There is often a concern that project groups can be limiting or exclusionary in practice. However, project groups are set groups for extended periods of time for a few important and meaningful reasons.


For some, project work may be the first experience they’ll have where their experiences rely heavily on their peers and they feel a connection to them in a way they may not have before. Their identity includes others outside of their family. They use phrases like, “We are the performers.” or “You’re a storyteller like me.”



Project work offers children an opportunity to be an expert on a topic they are intrinsically interested in. They can share their expertise with others in the group, in the classroom, or the school community as a whole. This is a powerful position to be in, that many children don’t get to experience very often. Being an expert also leads to understanding that others can be experts as well. This can promote the idea of asking for help, collaborating, and seeing others as their own person with their own ideas, skills, and needs.

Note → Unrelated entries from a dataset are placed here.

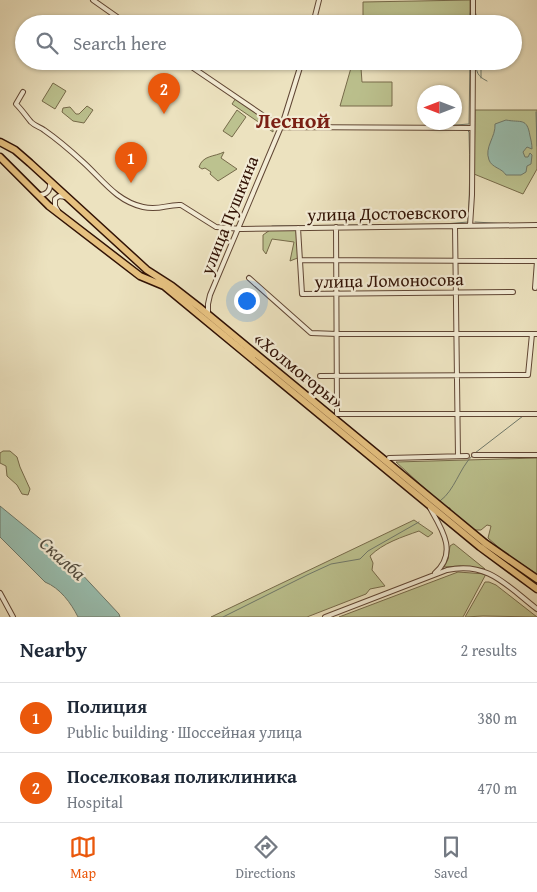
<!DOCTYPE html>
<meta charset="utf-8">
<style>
:root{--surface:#fff;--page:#f6f6f7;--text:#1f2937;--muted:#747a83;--line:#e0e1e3;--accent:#ea580c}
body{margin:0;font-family:"Gentium Book Plus",serif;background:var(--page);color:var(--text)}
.compass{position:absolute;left:417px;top:85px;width:45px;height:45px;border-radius:50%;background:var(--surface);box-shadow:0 1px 4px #0004;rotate:270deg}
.you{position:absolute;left:246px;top:300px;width:18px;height:18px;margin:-12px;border:4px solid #fff;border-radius:50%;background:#1a73e8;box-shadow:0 0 0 8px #1a73e833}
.badge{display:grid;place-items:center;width:32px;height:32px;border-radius:50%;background:var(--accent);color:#fff;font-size:16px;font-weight:700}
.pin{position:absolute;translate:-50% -41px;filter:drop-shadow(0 1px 2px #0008)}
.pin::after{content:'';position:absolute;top:26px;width:18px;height:15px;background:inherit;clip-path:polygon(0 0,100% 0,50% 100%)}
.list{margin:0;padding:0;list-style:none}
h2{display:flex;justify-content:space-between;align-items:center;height:65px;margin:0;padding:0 20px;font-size:21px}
h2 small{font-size:16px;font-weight:400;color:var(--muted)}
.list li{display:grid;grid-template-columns:32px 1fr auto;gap:15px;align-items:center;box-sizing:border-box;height:70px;padding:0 20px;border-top:1px solid var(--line)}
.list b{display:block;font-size:19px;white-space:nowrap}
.list p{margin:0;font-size:16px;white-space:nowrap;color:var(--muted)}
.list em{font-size:16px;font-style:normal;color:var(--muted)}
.icon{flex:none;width:28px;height:28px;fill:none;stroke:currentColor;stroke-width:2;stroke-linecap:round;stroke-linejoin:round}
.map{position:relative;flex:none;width:537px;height:617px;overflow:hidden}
.search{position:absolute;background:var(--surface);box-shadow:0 1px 4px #0004;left:15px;right:15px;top:15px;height:55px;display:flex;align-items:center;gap:12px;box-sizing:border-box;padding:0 18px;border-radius:28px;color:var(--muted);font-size:19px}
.sheet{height:205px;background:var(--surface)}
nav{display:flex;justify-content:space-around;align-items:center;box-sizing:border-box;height:70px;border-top:1px solid var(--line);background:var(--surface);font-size:14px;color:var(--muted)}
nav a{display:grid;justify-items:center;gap:2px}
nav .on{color:var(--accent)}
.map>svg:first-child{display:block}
</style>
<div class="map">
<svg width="537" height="617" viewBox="0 0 537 617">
<rect width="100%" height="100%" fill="#ece2bf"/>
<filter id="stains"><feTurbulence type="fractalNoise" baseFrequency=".004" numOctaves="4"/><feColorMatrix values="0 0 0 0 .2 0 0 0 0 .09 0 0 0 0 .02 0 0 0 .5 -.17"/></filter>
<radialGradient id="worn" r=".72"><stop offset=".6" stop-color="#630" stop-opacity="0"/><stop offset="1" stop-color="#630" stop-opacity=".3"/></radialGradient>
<path fill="#bcc28f" stroke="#766a4a" d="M470 0V24H315L316 21 363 20V2Z
M353 61H362L361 68 362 82H392V106H340Z
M53 83 66 91 55 109 42 101Z
M236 98 273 124V132L232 104Z
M87 106 93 110 84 123 73 121 62 112 63 108 70 107 76 114H79Z
M237 110 246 117 232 137 223 131Z
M475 110H537V169L523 194 474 174Z
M224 152 221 158 237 169 218 181 210 174 211 172 205 168 202 169 199 167C203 155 214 157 224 152Z
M270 230H297L300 257 290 261 294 242 272 239 266 254 263 250V235Z
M3 451H10L17 457 20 467 30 489 28 495 22 494 17 485 7 476 6 466 0 463V453Z
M537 458V574L505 553 488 538 491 526 487 525 481 530H472L451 513 450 508 444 506 396 462Z
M414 520 433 533 428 537 419 531C402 537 383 543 370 556L373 563 372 570 385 586 370 589 366 594 307 617H211Z
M453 544H454L485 569 460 566 444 567 448 559 450 546Z
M458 572 486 574 463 617H339Z
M485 582H489L496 585 537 617 483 616 465 617Z"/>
<path fill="#99beaf" stroke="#6f796b" d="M506 120C521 123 527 117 530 136 531 140 532 144 532 149L527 147 523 152 525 157H528L530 153 532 155 531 164 527 166 526 172 521 175H506C502 168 492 168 489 160 484 147 496 137 495 124Z
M0 506 77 569 119 614 120 617H78C71 603 60 588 45 582L0 537Z"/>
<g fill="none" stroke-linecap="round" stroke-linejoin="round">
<path stroke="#6f796b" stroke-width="1" d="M470 24V13
M476 24V14
M476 61C476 72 477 76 487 81
M481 61V78
M536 112 537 146
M442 126 469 124 470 61
M475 222 509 224
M272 226 444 224 468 222C470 192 470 162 469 132L467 130
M475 453 523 416
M440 501C455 490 459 469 472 456
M223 617 307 575 331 564 360 559 368 551 419 522"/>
<defs>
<path id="minor" d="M93 0 127 24
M313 24 319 0
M473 24V0
M183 61 280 127
M23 92 16 104C22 110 26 116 31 122 35 126 40 127 44 130 57 139 71 151 83 162 102 179 116 201 143 207 160 211 167 204 181 205L216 227 242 229 537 225
M280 127 472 128
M39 195C47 195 51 190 50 182
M58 211 55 206V199L59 196 66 197
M455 226 458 456
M470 226 472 195 473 61
M336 227 337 414H537
M298 228 302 294 513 292
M301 260 537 261
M249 278 311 333 337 334H537
M535 288 537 261
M208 314V304L210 295 283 122 302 61
M320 376 528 375 532 334
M474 455H537
M389 458 467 456
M430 508C442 529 458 553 435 573
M0 593 13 617
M325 617 447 570C488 561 507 586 537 609"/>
<path id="highway" d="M0 142 15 150 30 163 147 270 172 286 199 307 485 543 537 579
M0 157 49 206 140 276 164 286 480 547 537 589"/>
</defs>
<use href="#minor" stroke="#604634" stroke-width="6"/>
<use href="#highway" stroke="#311205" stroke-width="9"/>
<use href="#minor" stroke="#f3ecd5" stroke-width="4"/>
<use href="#highway" stroke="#e6c180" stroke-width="6"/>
</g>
<g text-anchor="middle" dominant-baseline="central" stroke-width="4.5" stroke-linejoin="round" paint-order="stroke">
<g font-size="18" fill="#311205" stroke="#f3ecd5">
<text transform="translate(387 213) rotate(-1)">улица Достоевского</text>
<text transform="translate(229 215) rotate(-68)">улица Пушкина</text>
<text transform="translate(389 280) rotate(-1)">улица Ломоносова</text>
<text transform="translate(299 370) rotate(39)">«Холмогоры»</text>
</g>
<g font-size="19" font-style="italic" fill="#554e40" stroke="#f3ecd5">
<text transform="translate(63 558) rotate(42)">Скалба</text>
</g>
<g font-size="22" font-weight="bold" fill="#7a1f14" stroke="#f3ecd5">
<text x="293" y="120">Лесной</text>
</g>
</g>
<rect width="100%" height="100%" filter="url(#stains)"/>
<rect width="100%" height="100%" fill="url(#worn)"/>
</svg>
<svg class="compass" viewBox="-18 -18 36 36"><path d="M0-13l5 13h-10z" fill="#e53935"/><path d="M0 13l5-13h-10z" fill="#747a83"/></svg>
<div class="you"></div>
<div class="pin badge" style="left:131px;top:183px">1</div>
<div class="pin badge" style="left:164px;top:114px">2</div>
<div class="search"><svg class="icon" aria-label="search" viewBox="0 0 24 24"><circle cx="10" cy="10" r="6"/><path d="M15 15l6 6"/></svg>Search here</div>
</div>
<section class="sheet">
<h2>Nearby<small>2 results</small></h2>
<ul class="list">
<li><span class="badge">1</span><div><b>Полиция</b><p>Public building · Шоссейная улица</p></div><em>380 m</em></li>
<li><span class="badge">2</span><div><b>Поселковая поликлиника</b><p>Hospital</p></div><em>470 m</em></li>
</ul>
</section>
<nav>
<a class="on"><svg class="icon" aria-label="map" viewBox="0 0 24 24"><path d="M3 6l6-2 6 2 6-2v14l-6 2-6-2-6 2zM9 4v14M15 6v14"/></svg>Map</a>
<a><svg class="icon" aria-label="directions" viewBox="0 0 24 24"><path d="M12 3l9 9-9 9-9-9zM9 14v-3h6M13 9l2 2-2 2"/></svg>Directions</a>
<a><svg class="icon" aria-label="saved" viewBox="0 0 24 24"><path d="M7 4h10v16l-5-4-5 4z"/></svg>Saved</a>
</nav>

They get an opportunity to see how they can positively influence their peers. Participation in the project group enhances the project, furthers along the project, and impacts how others relate to the topic of the project. They also can bring their project back into the classroom, and see their peers outside of the project group share in the interest by conversing about the project and incorporating themselves into the play in the classroom. This can promote the idea of feeling pride in their interests, and to follow their intrinsic interests with dedication and longevity.



Having a set group also can lead to the possibility of seeing flexibility modeled. Sometimes, a child not in the project group can join for a provocation, or a child can choose to stay behind and continue something else. Perhaps, the project will start out being an exploration of endangered animals and it will transform into caring for the local environment. Maybe someone will even choose to disengage from the project group they were originally placed into.


Project groups are an opportunity to dig deep into a singular topic, to work together to answer an underlying question, and to explore their interests with their peers. It is a practice I have come to love and appreciate for all that it brings to the classroom, each individual child, as well as my own practice. This is my first year doing projects formally with toddlers and I am excited to see what is different, and what is the same about the process.